◆ **Problem requirements**: Each entry, in full: copy it out exactly.

Stored items:
________________________________________

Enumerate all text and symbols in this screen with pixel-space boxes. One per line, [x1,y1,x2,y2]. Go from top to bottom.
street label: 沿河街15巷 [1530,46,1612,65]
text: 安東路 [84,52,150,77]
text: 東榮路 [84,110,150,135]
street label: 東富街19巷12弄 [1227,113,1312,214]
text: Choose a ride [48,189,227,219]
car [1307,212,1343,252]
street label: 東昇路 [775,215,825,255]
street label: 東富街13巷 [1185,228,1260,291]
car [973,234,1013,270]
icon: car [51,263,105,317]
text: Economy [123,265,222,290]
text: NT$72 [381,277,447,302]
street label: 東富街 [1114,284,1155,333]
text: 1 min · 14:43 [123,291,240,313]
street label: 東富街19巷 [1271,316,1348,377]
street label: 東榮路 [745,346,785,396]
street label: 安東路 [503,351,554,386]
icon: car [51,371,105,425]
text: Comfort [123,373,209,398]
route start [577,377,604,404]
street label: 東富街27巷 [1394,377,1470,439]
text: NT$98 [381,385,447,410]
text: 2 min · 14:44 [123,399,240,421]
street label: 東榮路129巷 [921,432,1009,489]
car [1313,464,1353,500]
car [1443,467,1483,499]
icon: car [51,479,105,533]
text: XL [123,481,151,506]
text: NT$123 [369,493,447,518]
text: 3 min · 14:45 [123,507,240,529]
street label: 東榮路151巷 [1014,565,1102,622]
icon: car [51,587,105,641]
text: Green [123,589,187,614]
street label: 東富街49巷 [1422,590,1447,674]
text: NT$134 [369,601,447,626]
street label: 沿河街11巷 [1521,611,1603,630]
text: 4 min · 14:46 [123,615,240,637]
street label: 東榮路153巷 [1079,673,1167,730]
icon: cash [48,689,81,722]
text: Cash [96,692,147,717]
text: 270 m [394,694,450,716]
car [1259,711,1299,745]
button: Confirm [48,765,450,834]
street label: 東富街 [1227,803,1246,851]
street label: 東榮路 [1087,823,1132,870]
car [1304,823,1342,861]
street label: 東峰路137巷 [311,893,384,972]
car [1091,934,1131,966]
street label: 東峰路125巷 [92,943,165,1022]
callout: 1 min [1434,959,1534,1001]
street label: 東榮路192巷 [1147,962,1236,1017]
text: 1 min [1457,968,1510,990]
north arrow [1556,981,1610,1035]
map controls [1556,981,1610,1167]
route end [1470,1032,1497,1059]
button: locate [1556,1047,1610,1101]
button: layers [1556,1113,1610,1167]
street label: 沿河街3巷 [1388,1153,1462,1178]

________________________________________

◆ **Answer to this problem**:
Enumerate all text and symbols in this screen with pixel-space boxes. One per line, [x1,y1,x2,y2]. Go from top to bottom.
street label: 沿河街15巷 [1530,46,1612,65]
text: 安東路 [84,52,150,77]
text: 東榮路 [84,110,150,135]
street label: 東富街19巷12弄 [1227,113,1312,214]
text: Choose a ride [48,189,227,219]
car [1307,212,1343,252]
street label: 東昇路 [775,215,825,255]
street label: 東富街13巷 [1185,228,1260,291]
car [973,234,1013,270]
icon: car [51,263,105,317]
text: Economy [123,265,222,290]
text: NT$72 [381,277,447,302]
street label: 東富街 [1114,284,1155,333]
text: 1 min · 14:43 [123,291,240,313]
street label: 東富街19巷 [1271,316,1348,377]
street label: 東榮路 [745,346,785,396]
street label: 安東路 [503,351,554,386]
icon: car [51,371,105,425]
text: Comfort [123,373,209,398]
route start [577,377,604,404]
street label: 東富街27巷 [1394,377,1470,439]
text: NT$98 [381,385,447,410]
text: 2 min · 14:44 [123,399,240,421]
street label: 東榮路129巷 [921,432,1009,489]
car [1313,464,1353,500]
car [1443,467,1483,499]
icon: car [51,479,105,533]
text: XL [123,481,151,506]
text: NT$123 [369,493,447,518]
text: 3 min · 14:45 [123,507,240,529]
street label: 東榮路151巷 [1014,565,1102,622]
icon: car [51,587,105,641]
text: Green [123,589,187,614]
street label: 東富街49巷 [1422,590,1447,674]
text: NT$134 [369,601,447,626]
street label: 沿河街11巷 [1521,611,1603,630]
text: 4 min · 14:46 [123,615,240,637]
street label: 東榮路153巷 [1079,673,1167,730]
icon: cash [48,689,81,722]
text: Cash [96,692,147,717]
text: 270 m [394,694,450,716]
car [1259,711,1299,745]
button: Confirm [48,765,450,834]
street label: 東富街 [1227,803,1246,851]
street label: 東榮路 [1087,823,1132,870]
car [1304,823,1342,861]
street label: 東峰路137巷 [311,893,384,972]
car [1091,934,1131,966]
street label: 東峰路125巷 [92,943,165,1022]
callout: 1 min [1434,959,1534,1001]
street label: 東榮路192巷 [1147,962,1236,1017]
text: 1 min [1457,968,1510,990]
north arrow [1556,981,1610,1035]
map controls [1556,981,1610,1167]
route end [1470,1032,1497,1059]
button: locate [1556,1047,1610,1101]
button: layers [1556,1113,1610,1167]
street label: 沿河街3巷 [1388,1153,1462,1178]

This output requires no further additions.